--- WORKING DATA Enclosed Below ---

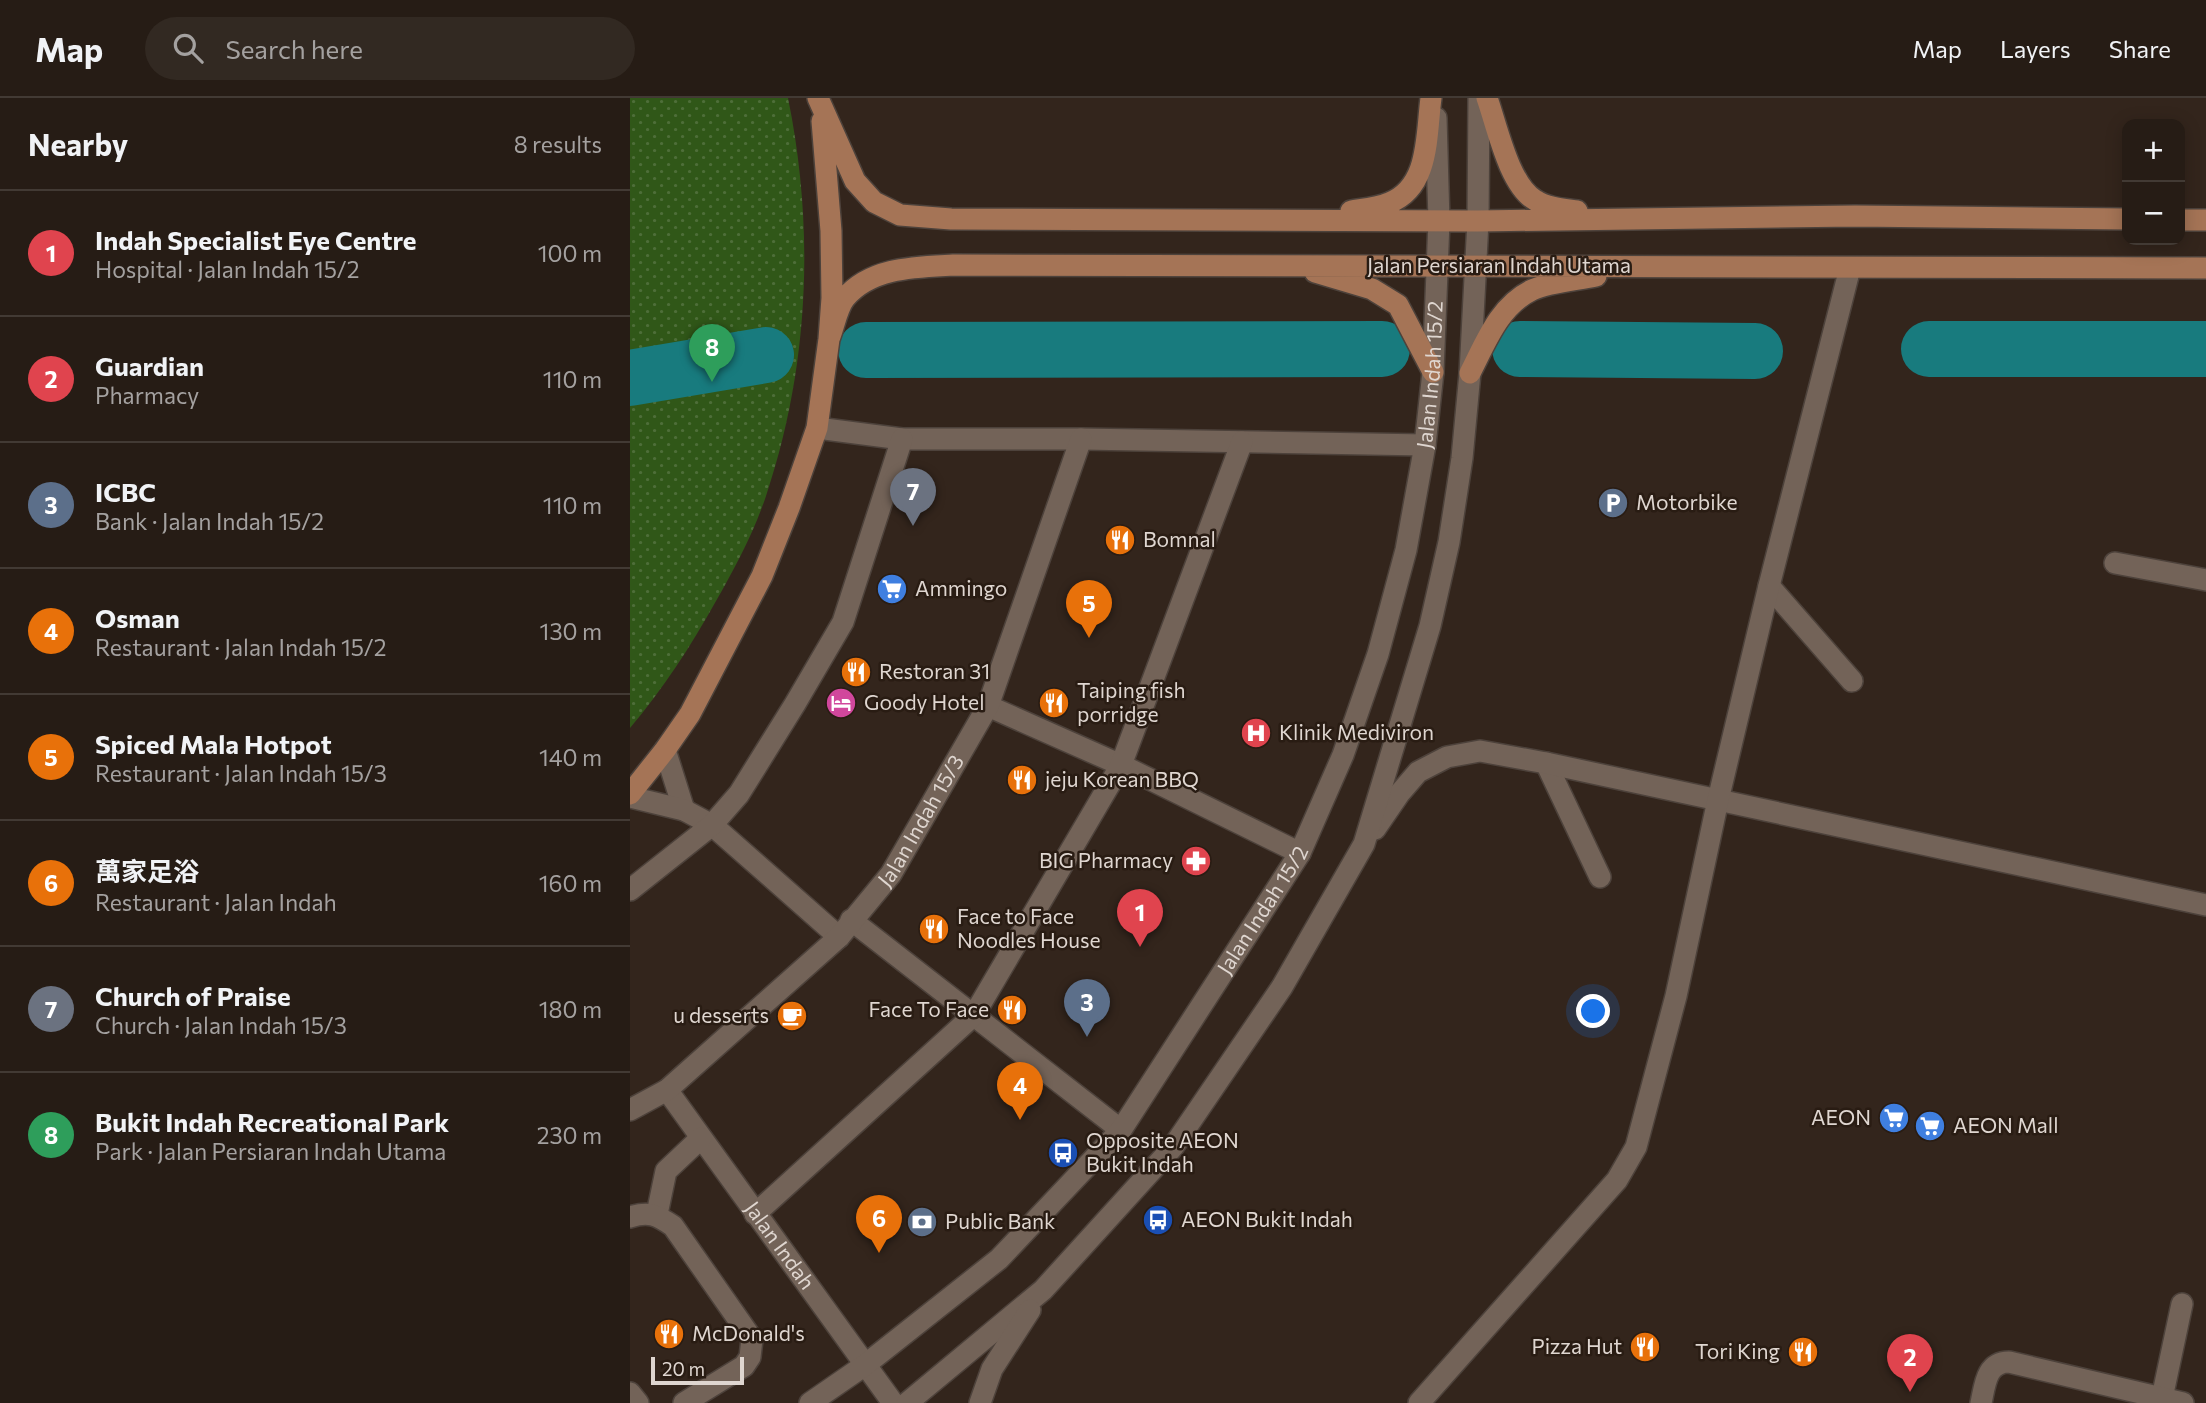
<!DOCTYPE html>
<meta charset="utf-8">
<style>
:root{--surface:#261c15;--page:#322922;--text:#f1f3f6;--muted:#a4a1a0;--line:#423a34;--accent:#f59b9e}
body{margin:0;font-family:Commissioner,"Noto Sans SC",sans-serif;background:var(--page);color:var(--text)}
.controls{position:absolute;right:21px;top:21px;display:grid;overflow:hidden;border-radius:14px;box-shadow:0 4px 18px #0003}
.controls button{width:63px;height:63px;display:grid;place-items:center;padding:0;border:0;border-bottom:2px solid var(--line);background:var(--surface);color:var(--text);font:35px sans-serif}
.scale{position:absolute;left:21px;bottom:18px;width:93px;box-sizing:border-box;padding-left:7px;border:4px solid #dfd6d0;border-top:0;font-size:19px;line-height:24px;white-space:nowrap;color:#dfd6d0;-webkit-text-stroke:5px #291c13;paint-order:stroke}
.you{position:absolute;left:964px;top:914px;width:24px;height:24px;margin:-18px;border:5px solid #fff;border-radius:50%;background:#1a73e8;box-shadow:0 0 0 10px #1a73e833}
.badge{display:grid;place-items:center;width:46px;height:46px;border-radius:50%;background:var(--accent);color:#fff;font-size:23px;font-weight:700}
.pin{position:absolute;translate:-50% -58px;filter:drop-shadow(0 2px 4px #0008)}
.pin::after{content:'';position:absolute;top:37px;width:24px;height:21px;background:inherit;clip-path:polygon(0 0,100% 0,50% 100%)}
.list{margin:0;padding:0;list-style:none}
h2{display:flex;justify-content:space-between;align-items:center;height:91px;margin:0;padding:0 28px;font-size:30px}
h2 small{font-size:23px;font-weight:400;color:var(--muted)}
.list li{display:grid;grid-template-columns:46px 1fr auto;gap:21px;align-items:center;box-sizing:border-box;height:126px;padding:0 28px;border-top:2px solid var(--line)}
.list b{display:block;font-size:26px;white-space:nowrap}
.list p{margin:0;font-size:23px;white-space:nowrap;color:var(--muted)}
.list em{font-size:23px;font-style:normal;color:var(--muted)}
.icon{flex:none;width:38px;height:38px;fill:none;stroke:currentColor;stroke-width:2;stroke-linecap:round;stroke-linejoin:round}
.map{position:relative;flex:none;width:1576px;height:1305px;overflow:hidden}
header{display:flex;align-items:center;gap:42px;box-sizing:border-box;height:98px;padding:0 35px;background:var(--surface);border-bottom:2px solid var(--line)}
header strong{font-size:33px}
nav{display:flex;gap:38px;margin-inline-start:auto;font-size:24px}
.search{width:490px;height:63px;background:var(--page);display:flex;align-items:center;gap:18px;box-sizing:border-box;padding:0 24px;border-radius:38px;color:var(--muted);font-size:26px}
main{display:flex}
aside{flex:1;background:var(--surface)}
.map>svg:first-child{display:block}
.park{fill:url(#park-dots)}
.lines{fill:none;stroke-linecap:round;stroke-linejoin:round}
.river{stroke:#187b7e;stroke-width:56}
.minor-casing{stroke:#4d423b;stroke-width:24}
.major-casing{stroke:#4d423b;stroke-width:24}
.minor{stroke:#736358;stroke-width:21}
.major{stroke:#a57456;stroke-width:21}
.labels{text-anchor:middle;stroke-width:5;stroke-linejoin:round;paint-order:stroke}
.street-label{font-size:21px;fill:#dfd6d0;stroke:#291c13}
.poi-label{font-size:21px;fill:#dfd6d0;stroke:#291c13;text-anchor:start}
</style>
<header>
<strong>Map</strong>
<div class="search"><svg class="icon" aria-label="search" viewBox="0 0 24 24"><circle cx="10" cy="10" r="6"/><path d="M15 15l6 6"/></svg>Search here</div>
<nav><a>Map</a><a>Layers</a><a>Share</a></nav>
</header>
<main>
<aside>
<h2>Nearby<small>8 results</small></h2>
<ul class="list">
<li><span class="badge" style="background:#e0444e">1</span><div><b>Indah Specialist Eye Centre</b><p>Hospital · Jalan Indah 15/2</p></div><em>100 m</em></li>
<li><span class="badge" style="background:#e0444e">2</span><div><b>Guardian</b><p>Pharmacy</p></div><em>110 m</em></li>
<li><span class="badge" style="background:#5c6f8a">3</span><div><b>ICBC</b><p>Bank · Jalan Indah 15/2</p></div><em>110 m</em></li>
<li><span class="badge" style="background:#e8710a">4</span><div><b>Osman</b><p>Restaurant · Jalan Indah 15/2</p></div><em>130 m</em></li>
<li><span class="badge" style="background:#e8710a">5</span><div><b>Spiced Mala Hotpot</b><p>Restaurant · Jalan Indah 15/3</p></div><em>140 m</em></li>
<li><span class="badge" style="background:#e8710a">6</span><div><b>萬家足浴</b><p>Restaurant · Jalan Indah</p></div><em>160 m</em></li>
<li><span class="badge" style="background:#6b7280">7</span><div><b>Church of Praise</b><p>Church · Jalan Indah 15/3</p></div><em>180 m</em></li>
<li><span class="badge" style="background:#2e9e5b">8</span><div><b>Bukit Indah Recreational Park</b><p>Park · Jalan Persiaran Indah Utama</p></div><em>230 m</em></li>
</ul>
</aside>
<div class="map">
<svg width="1576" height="1305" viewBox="0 0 1576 1305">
<defs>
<pattern id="park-dots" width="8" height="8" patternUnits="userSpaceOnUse" patternTransform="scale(1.75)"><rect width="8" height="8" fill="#305718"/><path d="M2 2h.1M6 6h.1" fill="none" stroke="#4e6e39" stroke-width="1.8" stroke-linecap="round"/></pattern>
</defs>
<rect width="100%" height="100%" fill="#33251c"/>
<path class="park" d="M0,0H158C185,132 179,270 136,398C124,434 105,470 86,503C61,548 33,591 0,630Z"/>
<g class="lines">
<path class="river" d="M890,251L1125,253
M1299,251H1576
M236,252L752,251
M0,280L136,257"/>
<g class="minor-casing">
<g id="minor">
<path d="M187,330L272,341H451L795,347"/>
<path d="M1485,465L1576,482"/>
<path d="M1139,488L1222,583"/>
<path d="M358,608L491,667L670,755"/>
<path d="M35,652L54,712"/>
<path d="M916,665L970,779"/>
<path d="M0,699L54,712L82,727L209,839"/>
<path d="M745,731L769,696L788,674L817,659L850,653L916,665L1576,807"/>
<path d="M0,792L82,727L109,696L165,606L213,524L272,341"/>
<path d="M221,822L491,1032"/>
<path id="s1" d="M37,992L263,1305"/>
<path id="s2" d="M0,1012L37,992L209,839L261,776L358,608L451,341"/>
<path d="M27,1116L36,1073L71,1040"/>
<path d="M125,1116L344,917L491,667L612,344"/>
<path d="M0,1119C19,1113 27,1117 43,1128L122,1241L120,1259L114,1268L54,1305"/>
<path d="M0,1295L8,1305"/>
<path d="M1532,1300L1552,1206"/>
<path id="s3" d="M180,1305L235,1267L369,1161L491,1032L670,755L713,657L748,556L776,452L795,347L803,274L809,123L806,20"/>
<path d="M277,1305L413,1192L543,1049L652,889L734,746L800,528L819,444L832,360L840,275L848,123L849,0"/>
<path d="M350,1305L362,1271L400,1212"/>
<path d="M789,1305L987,1082L1006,1049L1046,898L1088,702L1139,488L1220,170"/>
<path d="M1351,1305C1355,1287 1356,1264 1379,1264L1553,1305"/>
</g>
</g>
<g class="major-casing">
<path id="major" d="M188,0L225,83L244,104L270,117L321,121L848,123L1225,118L1497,121
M857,0C867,28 879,87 905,102C917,110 933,111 947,113
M721,113C733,111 747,110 759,105C800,89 796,37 801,0
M1550,122H1576
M685,174L742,191L768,207L803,274
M199,241C204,229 207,210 215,200C241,169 286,169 323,167L1576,170
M840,275C856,244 869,208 902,192C919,184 947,182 966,178
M0,696L35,652L60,616L132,478L159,410L187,330L199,241L202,200L201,133L192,23"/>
</g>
<use href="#minor" class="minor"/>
<use href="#major" class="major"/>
</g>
<defs>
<g id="parking-disc" transform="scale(1.575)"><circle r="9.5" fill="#5c6f8a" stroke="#291c13"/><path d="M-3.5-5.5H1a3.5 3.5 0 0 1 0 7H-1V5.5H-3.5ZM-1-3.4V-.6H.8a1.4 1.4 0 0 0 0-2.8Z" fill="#fff"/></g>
<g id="restaurant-disc" transform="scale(1.575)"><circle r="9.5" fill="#e8710a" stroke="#291c13"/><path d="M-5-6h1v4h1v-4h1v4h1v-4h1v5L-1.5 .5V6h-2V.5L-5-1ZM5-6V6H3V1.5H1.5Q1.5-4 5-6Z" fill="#fff"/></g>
<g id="supermarket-disc" transform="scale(1.575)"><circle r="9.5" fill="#3f7fe0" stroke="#291c13"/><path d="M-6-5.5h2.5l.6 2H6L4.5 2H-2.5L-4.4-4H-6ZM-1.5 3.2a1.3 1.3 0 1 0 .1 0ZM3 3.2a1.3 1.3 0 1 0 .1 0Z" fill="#fff"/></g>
<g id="hotel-disc" transform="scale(1.575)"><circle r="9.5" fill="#d1479c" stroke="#291c13"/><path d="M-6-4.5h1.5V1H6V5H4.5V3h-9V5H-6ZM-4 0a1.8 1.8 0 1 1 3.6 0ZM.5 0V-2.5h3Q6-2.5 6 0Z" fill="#fff"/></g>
<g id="hospital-disc" transform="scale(1.575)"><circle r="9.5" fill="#e0444e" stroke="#291c13"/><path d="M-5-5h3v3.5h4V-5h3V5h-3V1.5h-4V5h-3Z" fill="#fff"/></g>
<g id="pharmacy-disc" transform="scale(1.575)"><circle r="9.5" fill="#e0444e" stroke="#291c13"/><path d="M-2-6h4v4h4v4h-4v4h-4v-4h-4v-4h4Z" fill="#fff"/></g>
<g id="cafe-disc" transform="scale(1.575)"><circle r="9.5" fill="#e8710a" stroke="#291c13"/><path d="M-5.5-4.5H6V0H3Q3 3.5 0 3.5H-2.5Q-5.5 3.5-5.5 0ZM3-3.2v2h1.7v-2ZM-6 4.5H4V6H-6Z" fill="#fff"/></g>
<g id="bus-disc" transform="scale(1.575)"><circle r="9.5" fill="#1a4fb4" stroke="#291c13"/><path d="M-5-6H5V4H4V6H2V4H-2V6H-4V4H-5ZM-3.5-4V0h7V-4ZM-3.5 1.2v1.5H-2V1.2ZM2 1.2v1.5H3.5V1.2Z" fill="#fff"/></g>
<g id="bank-disc" transform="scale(1.575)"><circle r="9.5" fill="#5c6f8a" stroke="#291c13"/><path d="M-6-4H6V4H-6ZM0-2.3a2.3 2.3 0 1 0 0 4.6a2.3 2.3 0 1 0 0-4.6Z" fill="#fff"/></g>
</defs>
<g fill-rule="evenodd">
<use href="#parking-disc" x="983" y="405"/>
<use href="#restaurant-disc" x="490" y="442"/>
<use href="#supermarket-disc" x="262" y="491"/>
<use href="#restaurant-disc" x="226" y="574"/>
<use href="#hotel-disc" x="211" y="605"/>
<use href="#restaurant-disc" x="424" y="605"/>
<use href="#hospital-disc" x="626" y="635"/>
<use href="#restaurant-disc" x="392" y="682"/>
<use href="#pharmacy-disc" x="566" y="763"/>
<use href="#restaurant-disc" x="304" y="831"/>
<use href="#restaurant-disc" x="382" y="912"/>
<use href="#cafe-disc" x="162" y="918"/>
<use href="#supermarket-disc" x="1264" y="1020"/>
<use href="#supermarket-disc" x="1300" y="1028"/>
<use href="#bus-disc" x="433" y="1055"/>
<use href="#bus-disc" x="528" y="1122"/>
<use href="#bank-disc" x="292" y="1124"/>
<use href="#restaurant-disc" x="39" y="1236"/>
<use href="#restaurant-disc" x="1015" y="1249"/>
<use href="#restaurant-disc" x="1173" y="1254"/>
</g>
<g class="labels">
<g class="street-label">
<text x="869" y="175">Jalan Persiaran Indah Utama</text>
<text dy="7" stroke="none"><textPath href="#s3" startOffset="1244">Jalan Indah 15/2</textPath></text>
<text dy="7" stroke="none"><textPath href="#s2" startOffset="415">Jalan Indah 15/3</textPath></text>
<text dy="7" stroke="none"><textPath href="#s3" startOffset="677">Jalan Indah 15/2</textPath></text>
<text dy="7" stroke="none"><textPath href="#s1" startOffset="192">Jalan Indah</textPath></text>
</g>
<g class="poi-label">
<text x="1006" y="412">Motorbike</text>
<text x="513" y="449">Bomnal</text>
<text x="285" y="498">Ammingo</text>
<text x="249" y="581">Restoran 31</text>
<text x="447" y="600">Taiping fish<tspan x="447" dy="24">porridge</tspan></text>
<text x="234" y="612">Goody Hotel</text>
<text x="649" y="642">Klinik Mediviron</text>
<text x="415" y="689">jeju Korean BBQ</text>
<text x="543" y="770" text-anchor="end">BIG Pharmacy</text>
<text x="327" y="826">Face to Face<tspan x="327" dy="24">Noodles House</tspan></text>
<text x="359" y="919" text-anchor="end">Face To Face</text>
<text x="139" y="925" text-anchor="end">u desserts</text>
<text x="1241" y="1027" text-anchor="end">AEON</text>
<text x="1323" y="1035">AEON Mall</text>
<text x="456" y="1050">Opposite AEON<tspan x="456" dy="24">Bukit Indah</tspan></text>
<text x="551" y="1129">AEON Bukit Indah</text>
<text x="315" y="1131">Public Bank</text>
<text x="62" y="1243">McDonald's</text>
<text x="992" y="1256" text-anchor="end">Pizza Hut</text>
<text x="1150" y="1261" text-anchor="end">Tori King</text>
</g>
</g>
</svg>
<div class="controls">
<button>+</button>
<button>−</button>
</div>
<div class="scale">20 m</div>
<div class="you"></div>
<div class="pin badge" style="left:510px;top:849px;background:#e0444e">1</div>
<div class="pin badge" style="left:1280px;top:1294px;background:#e0444e">2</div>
<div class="pin badge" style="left:457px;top:939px;background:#5c6f8a">3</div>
<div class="pin badge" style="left:390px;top:1022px;background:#e8710a">4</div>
<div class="pin badge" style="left:459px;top:540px;background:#e8710a">5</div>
<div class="pin badge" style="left:249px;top:1155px;background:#e8710a">6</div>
<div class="pin badge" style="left:283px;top:428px;background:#6b7280">7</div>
<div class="pin badge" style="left:82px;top:284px;background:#2e9e5b">8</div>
</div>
</main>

--- End of Enclosed WORKING DATA ---

Count how many lines in the data above hold the string "place", and give the number with no other words.

2